Kanicky et al. (2000) titrated sodium palmitate with sodium hydroxide and calculated the mean pKa from the pH at half the neutralisation volume for each of the five replicates. Kanicky and Shah (2002) titrated potassium stearate with hydrochloric acid and calculated the mean pKa from the pH at half the neutralisation volume for each of the five replicates. The studies are non-GLP, non-guideline experiments, available in peer-reviewed published journal articles. The experiments follow sound scientific principles and are considered adequate for assessment.

Lithium, sodium and potassium are all low-molecular weight metals and the fatty acid salts of these metals are expected to have very similar physico-chemical properties. The substances vary predominantly by the composition of the metal cation with the majority of the molecular weight of each substance being comprised of monocarboxylic acids.

Fatty acid metal salts are expected to dissociate into free metal cation and fatty acid anions in water. The fatty acid would then be expected to achieve equilibrium with respect to the H+ ions in the water (depending on the pKa of the fatty acid) and at neutral pH there would be ionised fatty acids, unionised fatty acids, and free metal ions. As the dissociation constants of metal salts of fatty acids are expected to be determined by the equilibrium of the fatty acids with respect to the hydrogen ions in the water, read across between different metal salts of the same fatty acids is considered to be justified.

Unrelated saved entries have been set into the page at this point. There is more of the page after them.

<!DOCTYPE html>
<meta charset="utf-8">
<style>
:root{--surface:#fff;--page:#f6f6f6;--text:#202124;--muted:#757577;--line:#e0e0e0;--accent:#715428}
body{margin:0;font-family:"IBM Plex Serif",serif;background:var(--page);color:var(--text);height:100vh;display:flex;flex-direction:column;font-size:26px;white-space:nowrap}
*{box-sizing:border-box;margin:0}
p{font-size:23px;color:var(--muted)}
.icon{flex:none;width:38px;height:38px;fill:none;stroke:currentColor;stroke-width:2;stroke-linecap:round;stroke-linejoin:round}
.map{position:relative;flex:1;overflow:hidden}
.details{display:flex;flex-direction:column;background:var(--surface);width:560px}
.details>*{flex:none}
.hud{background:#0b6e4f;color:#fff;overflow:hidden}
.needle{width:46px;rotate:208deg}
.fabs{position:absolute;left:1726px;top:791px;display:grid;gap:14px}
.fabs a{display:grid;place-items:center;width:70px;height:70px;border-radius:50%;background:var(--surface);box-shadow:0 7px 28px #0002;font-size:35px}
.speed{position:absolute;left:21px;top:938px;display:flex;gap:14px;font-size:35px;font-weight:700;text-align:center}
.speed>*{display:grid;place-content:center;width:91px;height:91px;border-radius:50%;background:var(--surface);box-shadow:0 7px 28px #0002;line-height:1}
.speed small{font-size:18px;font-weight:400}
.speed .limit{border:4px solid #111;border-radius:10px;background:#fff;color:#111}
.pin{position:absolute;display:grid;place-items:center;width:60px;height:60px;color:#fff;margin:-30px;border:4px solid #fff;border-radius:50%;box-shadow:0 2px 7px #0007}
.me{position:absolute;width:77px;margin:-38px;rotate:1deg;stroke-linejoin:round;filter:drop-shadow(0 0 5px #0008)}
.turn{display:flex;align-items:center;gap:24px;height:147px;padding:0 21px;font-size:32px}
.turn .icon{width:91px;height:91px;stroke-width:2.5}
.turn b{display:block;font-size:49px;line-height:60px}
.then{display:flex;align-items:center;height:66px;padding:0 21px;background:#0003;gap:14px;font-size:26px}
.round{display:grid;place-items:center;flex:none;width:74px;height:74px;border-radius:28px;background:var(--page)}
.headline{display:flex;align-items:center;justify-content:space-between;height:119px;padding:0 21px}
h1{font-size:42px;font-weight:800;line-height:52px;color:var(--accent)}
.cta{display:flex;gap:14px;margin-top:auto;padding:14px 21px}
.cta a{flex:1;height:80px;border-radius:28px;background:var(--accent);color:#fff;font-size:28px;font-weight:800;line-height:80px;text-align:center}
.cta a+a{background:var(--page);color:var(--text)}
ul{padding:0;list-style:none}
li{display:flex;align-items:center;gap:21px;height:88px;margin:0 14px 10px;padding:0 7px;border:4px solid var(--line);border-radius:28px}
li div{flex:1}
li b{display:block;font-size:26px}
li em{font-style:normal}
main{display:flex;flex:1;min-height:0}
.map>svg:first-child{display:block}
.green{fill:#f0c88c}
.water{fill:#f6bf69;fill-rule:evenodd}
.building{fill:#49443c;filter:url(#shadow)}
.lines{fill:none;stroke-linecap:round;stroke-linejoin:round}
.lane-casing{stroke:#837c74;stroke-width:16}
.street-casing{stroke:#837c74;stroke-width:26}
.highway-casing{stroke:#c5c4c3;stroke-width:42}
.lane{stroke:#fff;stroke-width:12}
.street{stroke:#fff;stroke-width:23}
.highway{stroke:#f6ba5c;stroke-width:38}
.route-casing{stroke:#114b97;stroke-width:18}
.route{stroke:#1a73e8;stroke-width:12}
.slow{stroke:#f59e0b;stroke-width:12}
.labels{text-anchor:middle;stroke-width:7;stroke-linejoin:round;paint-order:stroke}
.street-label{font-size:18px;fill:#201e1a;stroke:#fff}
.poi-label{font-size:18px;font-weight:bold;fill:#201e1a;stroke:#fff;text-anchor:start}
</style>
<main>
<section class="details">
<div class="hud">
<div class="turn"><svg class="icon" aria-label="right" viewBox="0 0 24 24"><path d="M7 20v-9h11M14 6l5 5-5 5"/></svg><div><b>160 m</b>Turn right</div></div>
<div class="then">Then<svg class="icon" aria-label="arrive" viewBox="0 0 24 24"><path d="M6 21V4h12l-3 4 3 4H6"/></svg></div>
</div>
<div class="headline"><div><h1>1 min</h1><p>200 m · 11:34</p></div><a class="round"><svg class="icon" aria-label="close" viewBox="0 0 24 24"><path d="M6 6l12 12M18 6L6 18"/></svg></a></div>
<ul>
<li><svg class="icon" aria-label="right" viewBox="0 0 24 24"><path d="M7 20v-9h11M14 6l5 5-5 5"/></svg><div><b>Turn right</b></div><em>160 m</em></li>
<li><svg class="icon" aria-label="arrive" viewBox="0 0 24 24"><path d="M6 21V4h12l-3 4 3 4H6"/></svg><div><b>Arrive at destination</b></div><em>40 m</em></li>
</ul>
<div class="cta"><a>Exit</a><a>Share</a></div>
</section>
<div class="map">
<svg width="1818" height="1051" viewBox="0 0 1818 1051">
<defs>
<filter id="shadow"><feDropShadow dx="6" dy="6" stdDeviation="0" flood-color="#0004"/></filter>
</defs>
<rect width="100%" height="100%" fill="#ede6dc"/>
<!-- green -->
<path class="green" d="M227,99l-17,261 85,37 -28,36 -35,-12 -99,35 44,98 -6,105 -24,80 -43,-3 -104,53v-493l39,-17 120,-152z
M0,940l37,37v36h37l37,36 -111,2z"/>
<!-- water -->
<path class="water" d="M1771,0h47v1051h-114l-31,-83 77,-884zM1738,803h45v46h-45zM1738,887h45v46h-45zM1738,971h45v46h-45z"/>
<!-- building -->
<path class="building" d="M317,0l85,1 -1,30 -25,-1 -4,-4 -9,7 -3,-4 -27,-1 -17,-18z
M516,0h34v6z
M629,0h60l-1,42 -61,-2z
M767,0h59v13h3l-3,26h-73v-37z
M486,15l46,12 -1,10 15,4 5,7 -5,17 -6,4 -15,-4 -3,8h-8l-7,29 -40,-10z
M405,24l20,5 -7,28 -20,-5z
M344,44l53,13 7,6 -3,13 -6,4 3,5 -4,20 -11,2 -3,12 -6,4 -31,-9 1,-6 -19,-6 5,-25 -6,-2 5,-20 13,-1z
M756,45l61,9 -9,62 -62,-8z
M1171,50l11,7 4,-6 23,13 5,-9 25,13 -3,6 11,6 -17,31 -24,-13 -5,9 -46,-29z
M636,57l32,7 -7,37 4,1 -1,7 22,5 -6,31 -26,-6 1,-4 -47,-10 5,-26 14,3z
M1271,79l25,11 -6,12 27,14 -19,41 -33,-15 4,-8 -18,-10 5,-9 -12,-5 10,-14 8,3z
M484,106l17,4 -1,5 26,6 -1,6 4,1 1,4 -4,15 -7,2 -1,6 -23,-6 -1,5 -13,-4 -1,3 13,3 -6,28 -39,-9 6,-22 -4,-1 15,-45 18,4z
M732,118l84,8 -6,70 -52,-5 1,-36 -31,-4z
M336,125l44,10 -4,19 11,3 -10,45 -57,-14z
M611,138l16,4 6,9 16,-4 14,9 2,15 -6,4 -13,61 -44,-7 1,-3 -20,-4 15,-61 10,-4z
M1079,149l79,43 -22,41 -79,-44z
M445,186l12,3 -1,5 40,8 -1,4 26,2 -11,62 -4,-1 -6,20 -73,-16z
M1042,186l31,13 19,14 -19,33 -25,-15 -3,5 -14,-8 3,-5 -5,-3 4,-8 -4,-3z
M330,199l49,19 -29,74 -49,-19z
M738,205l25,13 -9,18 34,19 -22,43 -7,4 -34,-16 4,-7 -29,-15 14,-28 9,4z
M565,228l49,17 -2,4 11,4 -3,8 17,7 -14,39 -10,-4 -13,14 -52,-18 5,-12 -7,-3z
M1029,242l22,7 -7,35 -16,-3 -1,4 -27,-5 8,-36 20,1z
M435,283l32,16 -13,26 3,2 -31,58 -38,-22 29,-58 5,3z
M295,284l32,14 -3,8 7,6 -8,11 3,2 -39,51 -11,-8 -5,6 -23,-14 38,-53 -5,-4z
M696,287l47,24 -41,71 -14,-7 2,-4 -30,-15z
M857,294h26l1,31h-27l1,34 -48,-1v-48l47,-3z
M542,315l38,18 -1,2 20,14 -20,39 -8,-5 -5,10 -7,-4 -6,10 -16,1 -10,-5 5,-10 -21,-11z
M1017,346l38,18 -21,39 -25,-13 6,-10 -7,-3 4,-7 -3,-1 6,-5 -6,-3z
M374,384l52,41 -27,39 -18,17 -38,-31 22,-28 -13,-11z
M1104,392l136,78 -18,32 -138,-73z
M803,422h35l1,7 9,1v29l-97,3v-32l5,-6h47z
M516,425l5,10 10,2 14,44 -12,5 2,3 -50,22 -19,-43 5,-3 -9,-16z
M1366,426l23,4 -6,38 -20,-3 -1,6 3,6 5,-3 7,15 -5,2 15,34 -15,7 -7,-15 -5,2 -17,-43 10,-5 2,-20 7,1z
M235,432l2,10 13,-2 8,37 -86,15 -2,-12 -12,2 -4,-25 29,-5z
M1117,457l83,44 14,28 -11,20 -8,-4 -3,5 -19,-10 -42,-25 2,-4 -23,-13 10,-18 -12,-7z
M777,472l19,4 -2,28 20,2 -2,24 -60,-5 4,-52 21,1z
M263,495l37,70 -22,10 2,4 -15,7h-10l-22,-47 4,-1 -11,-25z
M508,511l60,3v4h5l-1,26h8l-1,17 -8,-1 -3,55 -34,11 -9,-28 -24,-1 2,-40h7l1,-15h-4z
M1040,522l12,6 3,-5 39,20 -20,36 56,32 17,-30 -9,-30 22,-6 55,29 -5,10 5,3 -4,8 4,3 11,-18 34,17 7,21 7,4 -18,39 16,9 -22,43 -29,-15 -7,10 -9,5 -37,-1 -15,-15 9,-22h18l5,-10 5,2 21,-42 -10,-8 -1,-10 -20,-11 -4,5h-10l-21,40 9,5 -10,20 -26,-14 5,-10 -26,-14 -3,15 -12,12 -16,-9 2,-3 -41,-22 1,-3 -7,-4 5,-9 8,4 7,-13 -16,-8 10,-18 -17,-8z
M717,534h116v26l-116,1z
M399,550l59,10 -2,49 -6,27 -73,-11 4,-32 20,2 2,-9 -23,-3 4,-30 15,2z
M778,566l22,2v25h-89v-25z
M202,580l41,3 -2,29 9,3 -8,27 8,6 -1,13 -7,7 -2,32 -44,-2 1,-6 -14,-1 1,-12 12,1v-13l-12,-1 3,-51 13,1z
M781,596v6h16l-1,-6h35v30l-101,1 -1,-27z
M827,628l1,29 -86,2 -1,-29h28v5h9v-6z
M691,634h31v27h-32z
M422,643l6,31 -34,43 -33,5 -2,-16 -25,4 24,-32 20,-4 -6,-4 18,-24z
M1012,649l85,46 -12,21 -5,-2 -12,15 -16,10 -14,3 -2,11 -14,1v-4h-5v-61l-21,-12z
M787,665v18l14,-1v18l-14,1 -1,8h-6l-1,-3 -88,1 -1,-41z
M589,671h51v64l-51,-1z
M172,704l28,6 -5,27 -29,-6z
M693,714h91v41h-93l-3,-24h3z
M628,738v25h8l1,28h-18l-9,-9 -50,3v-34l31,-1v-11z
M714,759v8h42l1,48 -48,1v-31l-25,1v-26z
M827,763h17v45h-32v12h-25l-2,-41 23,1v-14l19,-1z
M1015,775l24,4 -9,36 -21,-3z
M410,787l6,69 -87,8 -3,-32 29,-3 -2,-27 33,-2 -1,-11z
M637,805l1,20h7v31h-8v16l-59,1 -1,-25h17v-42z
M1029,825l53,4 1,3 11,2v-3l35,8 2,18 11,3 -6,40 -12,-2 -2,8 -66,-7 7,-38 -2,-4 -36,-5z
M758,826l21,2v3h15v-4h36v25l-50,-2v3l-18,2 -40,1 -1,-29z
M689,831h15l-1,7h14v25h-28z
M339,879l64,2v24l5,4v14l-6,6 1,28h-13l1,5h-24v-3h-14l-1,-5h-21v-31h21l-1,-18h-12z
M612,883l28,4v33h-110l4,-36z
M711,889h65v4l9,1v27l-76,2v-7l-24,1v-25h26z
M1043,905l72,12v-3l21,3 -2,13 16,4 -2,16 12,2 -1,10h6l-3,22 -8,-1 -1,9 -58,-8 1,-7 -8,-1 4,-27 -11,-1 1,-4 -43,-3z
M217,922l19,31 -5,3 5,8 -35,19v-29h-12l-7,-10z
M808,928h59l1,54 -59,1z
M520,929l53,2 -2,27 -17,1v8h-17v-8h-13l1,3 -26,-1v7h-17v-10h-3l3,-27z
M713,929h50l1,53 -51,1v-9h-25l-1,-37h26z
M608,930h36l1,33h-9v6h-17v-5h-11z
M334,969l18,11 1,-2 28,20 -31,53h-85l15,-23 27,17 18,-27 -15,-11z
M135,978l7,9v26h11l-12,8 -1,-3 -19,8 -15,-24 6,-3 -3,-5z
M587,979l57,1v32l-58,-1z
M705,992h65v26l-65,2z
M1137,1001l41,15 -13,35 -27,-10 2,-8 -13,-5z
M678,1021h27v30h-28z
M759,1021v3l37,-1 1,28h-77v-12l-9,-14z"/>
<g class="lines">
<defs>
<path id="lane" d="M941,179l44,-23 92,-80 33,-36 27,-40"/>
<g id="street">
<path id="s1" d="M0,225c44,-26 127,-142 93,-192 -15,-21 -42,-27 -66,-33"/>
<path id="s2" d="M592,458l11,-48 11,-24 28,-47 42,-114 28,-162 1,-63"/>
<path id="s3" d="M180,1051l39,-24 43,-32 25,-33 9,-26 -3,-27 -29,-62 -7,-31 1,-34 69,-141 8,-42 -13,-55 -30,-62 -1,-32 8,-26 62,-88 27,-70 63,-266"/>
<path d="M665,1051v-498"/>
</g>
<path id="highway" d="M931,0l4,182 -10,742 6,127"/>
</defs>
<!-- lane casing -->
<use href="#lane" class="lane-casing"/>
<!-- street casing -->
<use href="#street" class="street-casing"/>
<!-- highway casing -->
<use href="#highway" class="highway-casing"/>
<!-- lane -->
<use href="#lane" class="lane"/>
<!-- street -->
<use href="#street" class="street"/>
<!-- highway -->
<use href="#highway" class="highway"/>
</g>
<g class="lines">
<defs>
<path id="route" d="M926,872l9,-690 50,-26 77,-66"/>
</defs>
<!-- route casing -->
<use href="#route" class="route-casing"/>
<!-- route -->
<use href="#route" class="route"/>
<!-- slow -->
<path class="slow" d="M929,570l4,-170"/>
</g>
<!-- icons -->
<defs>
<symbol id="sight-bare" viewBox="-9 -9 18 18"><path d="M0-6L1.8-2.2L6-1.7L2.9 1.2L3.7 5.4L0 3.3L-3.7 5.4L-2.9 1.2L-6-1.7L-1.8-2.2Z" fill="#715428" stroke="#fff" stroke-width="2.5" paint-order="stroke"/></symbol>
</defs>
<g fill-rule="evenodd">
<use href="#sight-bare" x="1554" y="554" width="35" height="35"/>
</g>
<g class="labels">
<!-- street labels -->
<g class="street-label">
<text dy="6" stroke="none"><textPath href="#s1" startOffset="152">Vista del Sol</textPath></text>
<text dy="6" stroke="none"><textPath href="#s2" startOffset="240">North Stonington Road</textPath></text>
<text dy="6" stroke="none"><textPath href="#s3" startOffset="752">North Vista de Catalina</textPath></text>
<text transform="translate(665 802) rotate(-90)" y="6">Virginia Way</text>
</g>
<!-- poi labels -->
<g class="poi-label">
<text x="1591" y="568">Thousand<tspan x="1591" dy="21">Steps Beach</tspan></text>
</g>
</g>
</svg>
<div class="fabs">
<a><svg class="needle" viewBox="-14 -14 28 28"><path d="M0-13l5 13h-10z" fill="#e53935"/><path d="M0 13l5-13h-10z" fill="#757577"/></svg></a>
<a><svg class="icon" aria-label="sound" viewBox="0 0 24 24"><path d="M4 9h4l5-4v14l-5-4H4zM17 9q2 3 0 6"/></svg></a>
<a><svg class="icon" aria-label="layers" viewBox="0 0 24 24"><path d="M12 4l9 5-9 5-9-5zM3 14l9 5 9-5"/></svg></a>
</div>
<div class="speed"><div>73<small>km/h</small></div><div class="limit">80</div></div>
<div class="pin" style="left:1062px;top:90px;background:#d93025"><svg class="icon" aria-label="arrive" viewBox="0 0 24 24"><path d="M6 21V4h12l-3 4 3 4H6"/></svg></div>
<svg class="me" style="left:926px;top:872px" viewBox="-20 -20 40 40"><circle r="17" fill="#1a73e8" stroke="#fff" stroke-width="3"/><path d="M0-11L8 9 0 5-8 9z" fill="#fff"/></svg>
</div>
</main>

The measured dissociation constant for sodium palmitate of 8.8 (Kanicky et al. 2000) and for potassium stearate of 10.15 (Kanicky and Shah 2002) are both relatively high and thus the fatty acid would be expected to be unionised (protonated) at environmental pH. This would suggest that in solution the fatty acid and metal ions would be dissociated (although these substances do not tend to become truly dissolved) and would suggest that stearic acid would be almost entirely protonated at pH < 8. As such, the pKa of the analogous fatty acid substances are all expected to be above 8, with ionised fatty acids expected to become protonated at neutral pH.

Other physico-chemical endpoints

As the lithium salts of monocarboxylic acids C14-C22 are solids, the viscosity and flash point endpoints are not required. Based on the structure of the substances in this category, the explosiveness and oxidising properties studies have not been conducted as there are no structural alerts that would indicate explosive or oxidising properties. The stability in organic solvents and identity of relevant degradation products study has not been conducted as it is not considered to be a critical endpoint. Where the substances are manufactured and used in situ in a base oil, the substances are not marketed or used in solid or granular forms and so the particle size distribution test has been waived. For the two substances manufactured and used in an isolated form, proprietary data on particle size distribution have been included.

Classification and labelling

None of the substances in the lithium salts of monocarboxylic acids C14-C22 category are classified for physico-chemical hazards under the CLP or the DSD. Based on the structure of the substances, they do not meet the criteria for oxidising or explosive properties and based on experimental data, the substances do not meet the criteria for flammable solids or self-heating substances.